» **What is being asked**: If a line in the records contains the string "padding", show that line.

(Stored items)
::::

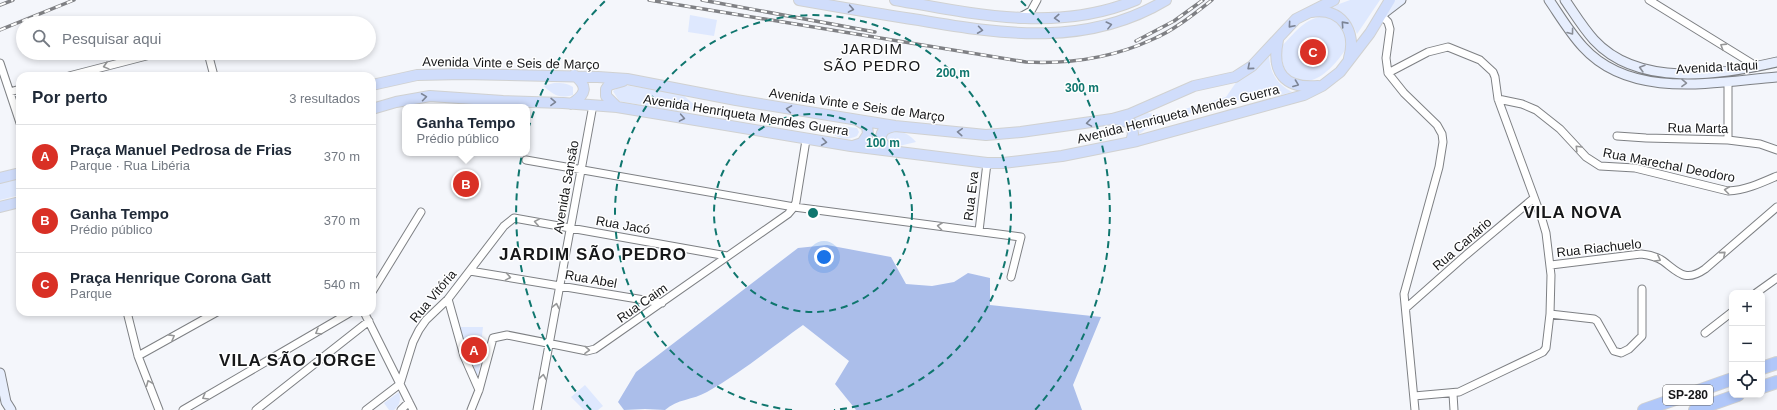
<!DOCTYPE html>
<html lang="pt">
<meta charset="utf-8">
<style>
body{margin:0;font-family:Helvetica,sans-serif;background:#f2f2f3;color:#1f2937}
.controls{position:absolute;right:12px;bottom:12px;display:grid;overflow:hidden;border-radius:8px;box-shadow:0 2px 6px #0003}
.controls button{width:36px;height:36px;display:grid;place-items:center;padding:0;border:0;border-bottom:1px solid #e0e1e3;background:#fff;color:#1f2937;font:20px sans-serif}
.you{position:absolute;left:824px;top:257px;width:14px;height:14px;margin:-10px;border:3px solid #fff;border-radius:50%;background:#1a73e8;box-shadow:0 0 0 6px #1a73e833}
.badge{display:grid;place-items:center;width:26px;height:26px;border-radius:50%;background:#d93025;color:#fff;font-size:13px;font-weight:700}
.pin{position:absolute;translate:-50% -50%;border:2px solid #fff;box-shadow:0 1px 4px #0006}
.popup{position:absolute;left:402px;top:104px;width:128px;height:52px;box-sizing:border-box;display:grid;place-content:center;border-radius:8px;background:#fff;filter:drop-shadow(0 1px 3px #0005);font-size:13px;white-space:nowrap;color:#747a83}
.popup b{font-size:15px;color:#1f2937}
.popup::after{content:'';position:absolute;left:50%;top:100%;margin-left:-8px;border:8px solid transparent;border-top-color:#fff}
.list{margin:0;padding:0;list-style:none}
h2{display:flex;justify-content:space-between;align-items:center;height:52px;margin:0;padding:0 16px;font-size:17px}
h2 small{font-size:13px;font-weight:400;color:#747a83}
.list li{display:grid;grid-template-columns:26px 1fr auto;gap:12px;align-items:center;box-sizing:border-box;height:64px;padding:0 16px;border-top:1px solid #e0e1e3}
.list b{display:block;font-size:15px;white-space:nowrap}
.list p{margin:0;font-size:13px;white-space:nowrap;color:#747a83}
.list em{font-size:13px;font-style:normal;color:#747a83}
.icon{flex:none;width:22px;height:22px;fill:none;stroke:currentColor;stroke-width:2;stroke-linecap:round;stroke-linejoin:round}
.map{position:relative;flex:none;width:1777px;height:410px;overflow:hidden}
.search{position:absolute;background:#fff;box-shadow:0 2px 6px #0003;left:16px;top:16px;width:360px;height:44px;display:flex;align-items:center;gap:10px;box-sizing:border-box;padding:0 14px;border-radius:22px;color:#747a83;font-size:15px}
.panel{position:absolute;background:#fff;box-shadow:0 2px 6px #0003;left:16px;top:72px;width:360px;height:244px;border-radius:12px}
.map>svg:first-child{display:block}
.green{fill:#dee8fe}
.forest{fill:#abbeea}
.lines{fill:none;stroke-linecap:round;stroke-linejoin:round}
.street-casing{stroke:#7e8084;stroke-width:9}
.secondary-casing{stroke:#7e8084;stroke-width:11}
.primary-casing{stroke:#d0d1d1;stroke-width:12}
.highway-casing{stroke:#d0d1d1;stroke-width:14}
.street{stroke:#fff;stroke-width:7}
.secondary{stroke:#e7eefd;stroke-width:9}
.primary{stroke:#d0ddfb;stroke-width:10}
.highway{stroke:#b0c7f9;stroke-width:12}
.rail-casing{stroke:#7f8084;stroke-width:3.5}
.rail{stroke:#fff;stroke-width:2;stroke-dasharray:6;stroke-linecap:butt}
.oneway{stroke:#7c8495}
.oneway2{stroke:#898d96}
.oneway3{stroke:#969798}
.ring{fill:none;stroke:#0f766e;stroke-width:2;stroke-dasharray:7 5}
.labels{text-anchor:middle;dominant-baseline:central;stroke-width:3;stroke-linejoin:round;paint-order:stroke}
.shield{fill:#fff;stroke:#5c5d5e;stroke-width:1}
.shield-label{font-size:12px;font-weight:bold;fill:#161719}
.street-label{font-size:13px;fill:#161719;stroke:#fff}
.quarter-label{font-size:15px;letter-spacing:1px;fill:#161719;stroke:#fff}
.district-label{font-size:17px;font-weight:bold;letter-spacing:1px;fill:#161719;stroke:#fff}
.centre{fill:#0f766e;stroke:#fff;stroke-width:2}
.ring-label{font-size:12px;text-anchor:middle;font-weight:bold;fill:#0f766e;stroke:#fff;stroke-width:3;stroke-linejoin:round;paint-order:stroke}
</style>
<div class="map">
<svg width="1777" height="410" viewBox="0 0 1777 410">
<rect width="100%" height="100%" fill="#f4f6fb"/>
<path class="green" d="M1350,0H1380L1357,34C1351,20 1344,13 1331,7Z
M690,15L717,20L714,36L688,32Z
M1325,16C1343,21 1345,28 1349,45C1337,62 1316,91 1293,78C1282,71 1282,59 1281,47C1295,33 1304,18 1325,16Z
M1269,55C1270,73 1276,83 1292,92L1281,95L1269,92L1154,123L1138,135L1137,133V125L1132,118L1147,113L1164,115L1226,97L1237,81L1250,74Z
M554,83C562,83 567,83 573,87V95C558,99 555,95 543,86Z
M623,85L682,94L698,108L682,112L619,101L613,91Z
M840,126L857,128L859,132L857,136C846,141 838,139 829,131Z
M895,131C905,132 910,135 916,142L899,146L884,141L885,134Z
M20,178V195L0,200V183Z
M457,327H483L482,336L485,345L477,378Z
M585,385L603,406L598,410H584L571,397Z
M399,392C401,400 400,405 394,410H389L384,403Z"/>
<path class="forest" d="M827,245L891,257L906,284L932,286L954,282L968,273L990,278V305L1101,317L1073,385L1082,410H856L835,384L849,361L803,325C772,347 741,373 707,392C693,400 677,399 665,410L645,409L624,410L618,402L636,372L798,248Z"/>
<g class="lines">
<defs>
<path id="street" d="M1649,0L1756,66
M1022,16L1031,11L1037,0
M1382,16L1388,22L1390,29L1386,58L1388,73L1404,93L1437,125L1442,134L1443,142L1439,167L1404,294L1415,410
M208,53L214,76
M0,63L20,123
M1388,73L1428,52L1448,47L1480,60L1493,72L1495,77L1498,99L1541,216L1546,233L1551,275L1550,314L1546,348L1543,352L1459,392L1414,396
M69,76L158,53
M10,92L20,89
M1498,99L1522,104L1536,110L1560,129L1586,157L1600,166L1635,168L1728,191C1746,190 1761,183 1777,176
M1617,136L1646,138L1728,140L1760,144L1777,150
M1728,140V82
M526,160L794,207L1021,237L1011,277
M979,231L987,163
M1551,265L1641,254C1649,255 1656,256 1663,261C1678,272 1685,283 1705,269L1777,207
M470,271L662,303
M372,292L421,212
M1756,293L1777,278
M448,299L464,356L479,390
M1406,308L1466,255L1534,198
M127,312L138,356L159,410
M364,312L413,410
M1550,314L1594,319L1597,321L1614,351L1621,353L1629,349L1642,336V289
M1705,333L1732,312
M138,356L217,312
M1453,394L1454,410
M183,410L351,312
M256,410L369,321
M366,410L400,384L413,342L419,330L426,320L448,299L504,226L514,218L727,256
M401,410L409,402
M471,410L479,390L493,338L507,335L587,351L595,349L788,214L794,207L796,202L806,140
M537,410L593,105"/>
<path id="secondary" d="M1549,0C1560,16 1570,33 1583,47C1631,100 1714,82 1777,77
M1565,0C1574,13 1583,28 1594,40C1638,88 1720,75 1777,62
M1384,13L1401,0
M0,373L6,402L11,410"/>
<path id="primary" d="M799,0C839,7 879,14 919,20C1004,35 1088,47 1166,0
M895,0C974,14 1058,33 1136,0
M1311,12C1341,7 1357,31 1349,58
M1278,40C1271,73 1285,89 1318,86
M372,85L417,75L463,74L598,77L627,79L736,100L895,126L986,135L1021,132L1112,119L1130,114L1194,86L1235,77L1252,66L1296,19L1334,0
M571,104C587,94 588,86 574,75
M617,107L606,96V89L609,85L623,81
M372,109L396,102L430,96L503,101L563,103L617,107L851,146L987,163H1003L1062,156L1137,141L1304,95L1322,86L1340,72L1370,33L1390,0
M1115,119L1131,123L1133,134L1131,142
M853,146L862,143L868,134L867,126L857,120
M889,150L881,141C880,130 886,128 895,126
M0,178L20,173
M0,207L20,202"/>
<path id="highway" d="M1762,368L1777,363
M1762,387L1777,382
M1644,410L1732,379
M1695,410L1738,395"/>
</defs>
<use href="#street" class="street-casing"/>
<use href="#secondary" class="secondary-casing"/>
<use href="#primary" class="primary-casing"/>
<use href="#highway" class="highway-casing"/>
<use href="#street" class="street"/>
<use href="#secondary" class="secondary"/>
<use href="#primary" class="primary"/>
<use href="#highway" class="highway"/>
<defs>
<path id="rail" d="M649,0L1026,62C1068,64 1112,58 1151,40C1173,31 1193,15 1212,0
M702,0L875,32
M0,5L13,0
M0,30L74,0
M1136,41L1174,21L1203,0"/>
</defs>
<use href="#rail" class="rail-casing"/>
<use href="#rail" class="rail"/>
</g>
<defs><path id="oneway-chevron" d="M-2-3.5L2.5 0L-2 3.5" fill="none" stroke-width="1.6" stroke-linecap="round" stroke-linejoin="round"/></defs>
<g class="oneway">
<use href="#oneway-chevron" transform="translate(851 9) rotate(10)"/>
<use href="#oneway-chevron" transform="translate(1057 18) rotate(177)"/>
<use href="#oneway-chevron" transform="translate(1344 24) rotate(-132)"/>
<use href="#oneway-chevron" transform="translate(1109 25) rotate(-14)"/>
<use href="#oneway-chevron" transform="translate(1291 25) rotate(131)"/>
<use href="#oneway-chevron" transform="translate(980 30) rotate(8)"/>
<use href="#oneway-chevron" transform="translate(1250 67) rotate(140)"/>
<use href="#oneway-chevron" transform="translate(1296 84) rotate(21)"/>
<use href="#oneway-chevron" transform="translate(424 97) rotate(-8)"/>
<use href="#oneway-chevron" transform="translate(553 102) rotate(1)"/>
<use href="#oneway-chevron" transform="translate(789 109) rotate(-171)"/>
<use href="#oneway-chevron" transform="translate(682 118) rotate(10)"/>
<use href="#oneway-chevron" transform="translate(1089 123) rotate(171)"/>
<use href="#oneway-chevron" transform="translate(960 132) rotate(-176)"/>
<use href="#oneway-chevron" transform="translate(824 142) rotate(8)"/>
</g>
<g class="oneway2">
<use href="#oneway-chevron" transform="translate(1571 32) rotate(53)"/>
<use href="#oneway-chevron" transform="translate(1642 68) rotate(-164)"/>
<use href="#oneway-chevron" transform="translate(1684 83) rotate(1)"/>
</g>
<g class="oneway3">
<use href="#oneway-chevron" transform="translate(1723 46) rotate(-148)"/>
<use href="#oneway-chevron" transform="translate(106 66) rotate(165)"/>
<use href="#oneway-chevron" transform="translate(1578 148) rotate(-134)"/>
<use href="#oneway-chevron" transform="translate(1727 190) rotate(-173)"/>
<use href="#oneway-chevron" transform="translate(537 222) rotate(-170)"/>
<use href="#oneway-chevron" transform="translate(940 226) rotate(-173)"/>
<use href="#oneway-chevron" transform="translate(1723 254) rotate(-40)"/>
<use href="#oneway-chevron" transform="translate(1658 259) rotate(28)"/>
<use href="#oneway-chevron" transform="translate(508 277) rotate(10)"/>
<use href="#oneway-chevron" transform="translate(556 306) rotate(-78)"/>
<use href="#oneway-chevron" transform="translate(318 332) rotate(150)"/>
<use href="#oneway-chevron" transform="translate(172 337) rotate(-29)"/>
<use href="#oneway-chevron" transform="translate(587 350) rotate(1)"/>
<use href="#oneway-chevron" transform="translate(543 377) rotate(-81)"/>
<use href="#oneway-chevron" transform="translate(149 383) rotate(-112)"/>
<use href="#oneway-chevron" transform="translate(205 397) rotate(150)"/>
</g>
<g class="ring">
<circle cx="813" cy="213" r="99"/>
<path d="M792 410A198 198 0 1 1 834 410"/>
<path d="M591 410A297 297 0 0 1 605 1M1021 1A297 297 0 0 1 1035 410"/>
</g>
<g class="labels">
<rect class="shield" x="1663" y="385" width="50" height="20" rx="3"/>
<g class="shield-label">
<text x="1688" y="395">SP-280</text>
</g>
<g class="street-label">
<text transform="translate(511 63) rotate(1)">Avenida Vinte e Seis de Março</text>
<text transform="translate(1717 67) rotate(-3)">Avenida Itaqui</text>
<text transform="translate(857 105) rotate(8)">Avenida Vinte e Seis de Março</text>
<text transform="translate(1178 114) rotate(-14)">Avenida Henriqueta Mendes Guerra</text>
<text transform="translate(746 115) rotate(9)">Avenida Henriqueta Mendes Guerra</text>
<text transform="translate(1698 128) rotate(1)">Rua Marta</text>
<text transform="translate(1669 165) rotate(11)">Rua Marechal Deodoro</text>
<text transform="translate(566 187) rotate(-80)">Avenida Sansão</text>
<text transform="translate(971 196) rotate(-83)">Rua Eva</text>
<text transform="translate(623 225) rotate(10)">Rua Jacó</text>
<text transform="translate(1462 244) rotate(-41)">Rua Canário</text>
<text transform="translate(1599 248) rotate(-6)">Rua Riachuelo</text>
<text transform="translate(591 279) rotate(10)">Rua Abel</text>
<text transform="translate(433 296) rotate(-50)">Rua Vitória</text>
<text transform="translate(642 303) rotate(-35)">Rua Caim</text>
</g>
<g class="quarter-label">
<text x="872" y="48">JARDIM<tspan x="872" dy="17">SÃO PEDRO</tspan></text>
</g>
<g class="district-label">
<text x="1573" y="212">VILA NOVA</text>
<text x="593" y="254">JARDIM SÃO PEDRO</text>
<text x="298" y="360">VILA SÃO JORGE</text>
</g>
</g>
<circle cx="813" cy="213" r="6" class="centre"/>
<g class="ring-label">
<text x="953" y="77">200 m</text>
<text x="1082" y="92">300 m</text>
<text x="883" y="147">100 m</text>
</g>
</svg>
<div class="controls">
<button>+</button>
<button>−</button>
<button><svg class="icon" aria-label="locate" viewBox="0 0 24 24"><circle cx="12" cy="12" r="6"/><path d="M12 2v4M12 18v4M2 12h4M18 12h4"/></svg></button>
</div>
<div class="you"></div>
<div class="pin badge" style="left:474px;top:350px">A</div>
<div class="pin badge" style="left:466px;top:184px">B</div>
<div class="popup"><b>Ganha Tempo</b>Prédio público</div>
<div class="pin badge" style="left:1313px;top:52px">C</div>
<div class="search"><svg class="icon" aria-label="search" viewBox="0 0 24 24"><circle cx="10" cy="10" r="6"/><path d="M15 15l6 6"/></svg>Pesquisar aqui</div>
<section class="panel">
<h2>Por perto<small>3 resultados</small></h2>
<ul class="list">
<li><span class="badge">A</span><div><b>Praça Manuel Pedrosa de Frias</b><p>Parque · Rua Libéria</p></div><em>370 m</em></li>
<li><span class="badge">B</span><div><b>Ganha Tempo</b><p>Prédio público</p></div><em>370 m</em></li>
<li><span class="badge">C</span><div><b>Praça Henrique Corona Gatt</b><p>Parque</p></div><em>540 m</em></li>
</ul>
</section>
</div>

::::

» **Result for this exercise**:
.controls button{width:36px;height:36px;display:grid;place-items:center;padding:0;border:0;border-bottom:1px solid #e0e1e3;background:#fff;color:#1f2937;font:20px sans-serif}
.list{margin:0;padding:0;list-style:none}
h2{display:flex;justify-content:space-between;align-items:center;height:52px;margin:0;padding:0 16px;font-size:17px}
.list li{display:grid;grid-template-columns:26px 1fr auto;gap:12px;align-items:center;box-sizing:border-box;height:64px;padding:0 16px;border-top:1px solid #e0e1e3}
.search{position:absolute;background:#fff;box-shadow:0 2px 6px #0003;left:16px;top:16px;width:360px;height:44px;display:flex;align-items:center;gap:10px;box-sizing:border-box;padding:0 14px;border-radius:22px;color:#747a83;font-size:15px}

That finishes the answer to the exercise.